Optical instruments

   Optical instruments are devices in which light is passed through lenses or prisms. Among the common optical instruments are the microscope, binoculars, camera, spectroscope, periscope, and telescope.

   In the 1500's and 1600's, the first optical instruments were developed, following the discovery of the glass lens. The earliest telescopes and microscopes evolved because of the lens.
   One of the original optical instruments to undergo numerous improvements was the spectroscope. In 1666 Isaac Newton sent a beam of light through a prism. The beam broke into a band of colored light, similar to a rainbow.

   One kind of SPECTROSCOPE is basically a glass PRISM. All materials, when heated hot enough, radiate light. When this light from a particular substance is beamed through a prism, it divides into colored areas that are distinct for the elements in that substance. A trained spectroscopist can use this instrument to determine the chemical composition of laboratory "unknowns" and the elements in the stars and the sun.

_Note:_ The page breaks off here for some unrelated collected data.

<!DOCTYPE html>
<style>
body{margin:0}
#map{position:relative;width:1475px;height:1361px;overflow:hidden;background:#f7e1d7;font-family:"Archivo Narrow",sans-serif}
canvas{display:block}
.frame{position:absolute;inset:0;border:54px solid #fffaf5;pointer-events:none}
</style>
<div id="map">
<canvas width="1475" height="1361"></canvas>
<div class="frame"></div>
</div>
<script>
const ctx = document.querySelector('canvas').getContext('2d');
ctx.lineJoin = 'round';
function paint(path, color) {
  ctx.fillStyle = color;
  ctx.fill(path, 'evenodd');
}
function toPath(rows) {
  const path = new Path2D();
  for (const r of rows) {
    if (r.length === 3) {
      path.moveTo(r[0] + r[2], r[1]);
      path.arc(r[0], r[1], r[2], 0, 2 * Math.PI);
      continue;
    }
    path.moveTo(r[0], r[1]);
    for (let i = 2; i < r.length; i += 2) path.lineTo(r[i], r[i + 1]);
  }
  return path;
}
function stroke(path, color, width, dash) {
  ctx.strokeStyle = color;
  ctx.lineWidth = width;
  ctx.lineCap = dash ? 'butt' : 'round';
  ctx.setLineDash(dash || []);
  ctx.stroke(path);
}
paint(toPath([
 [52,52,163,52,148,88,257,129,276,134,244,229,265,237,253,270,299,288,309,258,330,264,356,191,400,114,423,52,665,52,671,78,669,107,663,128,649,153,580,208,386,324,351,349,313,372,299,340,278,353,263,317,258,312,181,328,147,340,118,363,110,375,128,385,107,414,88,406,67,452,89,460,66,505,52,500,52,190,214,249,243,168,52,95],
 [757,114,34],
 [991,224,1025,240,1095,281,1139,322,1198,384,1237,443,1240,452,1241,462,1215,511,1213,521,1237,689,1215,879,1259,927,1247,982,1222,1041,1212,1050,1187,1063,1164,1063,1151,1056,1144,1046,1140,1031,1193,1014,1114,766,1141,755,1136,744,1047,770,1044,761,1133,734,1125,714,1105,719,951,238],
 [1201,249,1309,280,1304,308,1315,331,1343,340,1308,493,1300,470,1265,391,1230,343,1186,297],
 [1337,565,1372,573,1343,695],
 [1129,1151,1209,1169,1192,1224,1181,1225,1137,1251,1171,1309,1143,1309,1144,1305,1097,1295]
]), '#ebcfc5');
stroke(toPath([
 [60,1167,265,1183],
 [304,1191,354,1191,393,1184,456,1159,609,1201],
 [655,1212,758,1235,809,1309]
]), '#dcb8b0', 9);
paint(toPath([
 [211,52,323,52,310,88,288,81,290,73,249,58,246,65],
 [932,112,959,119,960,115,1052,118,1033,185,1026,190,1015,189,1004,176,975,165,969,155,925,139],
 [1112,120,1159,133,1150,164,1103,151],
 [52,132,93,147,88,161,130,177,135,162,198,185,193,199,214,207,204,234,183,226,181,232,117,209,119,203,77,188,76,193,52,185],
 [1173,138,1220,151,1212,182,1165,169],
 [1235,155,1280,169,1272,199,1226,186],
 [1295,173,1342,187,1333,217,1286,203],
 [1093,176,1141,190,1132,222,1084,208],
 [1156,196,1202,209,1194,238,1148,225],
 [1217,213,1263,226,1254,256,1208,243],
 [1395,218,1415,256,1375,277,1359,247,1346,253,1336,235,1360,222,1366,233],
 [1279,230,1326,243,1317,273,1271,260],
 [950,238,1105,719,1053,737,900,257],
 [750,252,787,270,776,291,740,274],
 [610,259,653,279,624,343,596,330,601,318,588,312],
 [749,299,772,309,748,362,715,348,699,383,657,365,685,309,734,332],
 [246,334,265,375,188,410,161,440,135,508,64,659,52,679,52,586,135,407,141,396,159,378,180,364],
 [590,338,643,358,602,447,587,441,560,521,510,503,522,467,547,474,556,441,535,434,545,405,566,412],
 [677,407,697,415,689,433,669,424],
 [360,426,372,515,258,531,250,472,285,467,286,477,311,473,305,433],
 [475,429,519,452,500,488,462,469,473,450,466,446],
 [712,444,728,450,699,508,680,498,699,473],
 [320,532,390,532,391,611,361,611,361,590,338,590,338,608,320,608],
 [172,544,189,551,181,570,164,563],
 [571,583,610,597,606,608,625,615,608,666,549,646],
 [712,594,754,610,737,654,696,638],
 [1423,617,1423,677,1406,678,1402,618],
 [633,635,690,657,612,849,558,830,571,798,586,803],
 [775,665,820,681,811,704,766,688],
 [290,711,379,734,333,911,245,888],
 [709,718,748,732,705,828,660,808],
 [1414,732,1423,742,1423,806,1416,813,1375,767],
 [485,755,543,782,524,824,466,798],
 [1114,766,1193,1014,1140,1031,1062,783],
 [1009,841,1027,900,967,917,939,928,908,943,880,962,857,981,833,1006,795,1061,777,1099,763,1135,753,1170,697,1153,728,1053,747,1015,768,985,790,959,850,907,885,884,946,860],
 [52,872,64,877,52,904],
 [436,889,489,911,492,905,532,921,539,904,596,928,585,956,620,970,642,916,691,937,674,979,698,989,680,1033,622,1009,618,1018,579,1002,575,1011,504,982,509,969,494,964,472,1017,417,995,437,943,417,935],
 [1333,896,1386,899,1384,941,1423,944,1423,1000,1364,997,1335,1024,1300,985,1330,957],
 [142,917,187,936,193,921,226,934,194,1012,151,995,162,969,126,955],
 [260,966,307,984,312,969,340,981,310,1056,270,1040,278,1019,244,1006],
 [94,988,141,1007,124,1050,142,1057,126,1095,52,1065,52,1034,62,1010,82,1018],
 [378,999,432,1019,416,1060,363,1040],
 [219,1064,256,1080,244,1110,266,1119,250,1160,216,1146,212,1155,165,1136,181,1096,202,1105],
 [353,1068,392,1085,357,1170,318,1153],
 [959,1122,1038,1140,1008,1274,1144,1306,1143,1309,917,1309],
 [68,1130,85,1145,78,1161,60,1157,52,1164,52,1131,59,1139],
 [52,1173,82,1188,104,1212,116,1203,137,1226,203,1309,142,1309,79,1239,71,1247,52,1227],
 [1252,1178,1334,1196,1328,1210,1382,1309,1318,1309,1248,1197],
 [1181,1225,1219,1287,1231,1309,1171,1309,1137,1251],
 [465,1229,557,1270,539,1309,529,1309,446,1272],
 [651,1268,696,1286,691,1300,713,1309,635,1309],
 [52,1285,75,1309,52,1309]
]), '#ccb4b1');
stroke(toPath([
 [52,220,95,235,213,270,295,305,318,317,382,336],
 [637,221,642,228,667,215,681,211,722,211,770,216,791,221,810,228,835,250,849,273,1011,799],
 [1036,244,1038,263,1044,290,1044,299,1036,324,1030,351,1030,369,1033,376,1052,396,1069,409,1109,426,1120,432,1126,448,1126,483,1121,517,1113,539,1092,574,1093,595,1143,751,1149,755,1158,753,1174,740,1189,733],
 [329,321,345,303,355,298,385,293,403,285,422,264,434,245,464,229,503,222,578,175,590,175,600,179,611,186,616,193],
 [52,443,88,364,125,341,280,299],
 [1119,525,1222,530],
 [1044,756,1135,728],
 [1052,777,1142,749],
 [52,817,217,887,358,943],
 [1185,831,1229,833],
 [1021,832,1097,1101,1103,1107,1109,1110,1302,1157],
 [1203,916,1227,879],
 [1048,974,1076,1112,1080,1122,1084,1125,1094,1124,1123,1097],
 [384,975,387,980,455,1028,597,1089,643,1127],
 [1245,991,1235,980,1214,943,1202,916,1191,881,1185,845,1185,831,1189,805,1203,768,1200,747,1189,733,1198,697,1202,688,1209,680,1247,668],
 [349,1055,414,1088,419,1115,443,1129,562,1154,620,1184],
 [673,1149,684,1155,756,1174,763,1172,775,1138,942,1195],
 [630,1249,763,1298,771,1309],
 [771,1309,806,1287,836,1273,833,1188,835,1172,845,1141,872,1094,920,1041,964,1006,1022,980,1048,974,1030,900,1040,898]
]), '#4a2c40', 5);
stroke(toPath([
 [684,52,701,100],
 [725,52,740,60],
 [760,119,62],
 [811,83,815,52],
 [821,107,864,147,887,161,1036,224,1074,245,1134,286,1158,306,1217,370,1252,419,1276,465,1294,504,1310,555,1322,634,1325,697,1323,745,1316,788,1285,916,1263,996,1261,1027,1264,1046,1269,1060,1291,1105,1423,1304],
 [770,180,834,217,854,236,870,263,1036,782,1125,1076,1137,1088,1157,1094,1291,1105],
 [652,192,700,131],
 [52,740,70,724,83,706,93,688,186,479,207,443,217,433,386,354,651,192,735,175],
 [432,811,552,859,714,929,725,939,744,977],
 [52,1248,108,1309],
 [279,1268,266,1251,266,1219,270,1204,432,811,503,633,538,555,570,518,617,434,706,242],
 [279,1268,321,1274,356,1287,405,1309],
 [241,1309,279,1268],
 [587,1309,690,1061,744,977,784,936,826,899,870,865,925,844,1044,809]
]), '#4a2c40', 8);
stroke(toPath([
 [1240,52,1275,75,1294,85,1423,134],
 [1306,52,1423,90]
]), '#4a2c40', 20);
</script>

   Intensity of light is measured by one or another type of light meter. Photoelectric-cell meters convert light to electricity, and then the light strength is read on a dial. A laboratory PHOTOMETER compares a standard light source at a given distance with an unknown light at a measured distance; then by use of the inverse square law, the strength of the unknown light can be figured. Measurement units of intensity for light instruments are either in FOOT CANDLES or in the new units, candelas.

The speed of light can be measured by an optical instrument developed by Albert A. Michelson of the University of Chicago. He determined that light in a vacuum travels at the speed of 186,284 miles per second.

   Some instruments use polarized light. This is ordinary light that has been passed through a device that makes all its waves vibrate in one direction only instead of moving in several planes. This is done by directing the light either through crystals having a slit-like molecular arrangement, or else through plastic sheets coated with certain chemicals. Polarized light devices include camera filters, glare-reducing sunglasses, and car headlights. Biochemists use it in an instrument that measures strength of sugar solutions. Engineers who work with construction and manufacturing materials use polarized beams to reveal strains in glass and plastics.

   From the time of Columbus to the present, optical instruments have become increasingly important to the scientist. He relies upon the microscope to see the micro, or small world, and upon the telescope to see the universe. Many discoveries in atomic physics, and in chemistry are due to the spectroscope. An even smaller world is now visible with the electron microscope.

   Eye glasses, cameras, and binoculars are examples of the modern uses and improvements in optical instruments.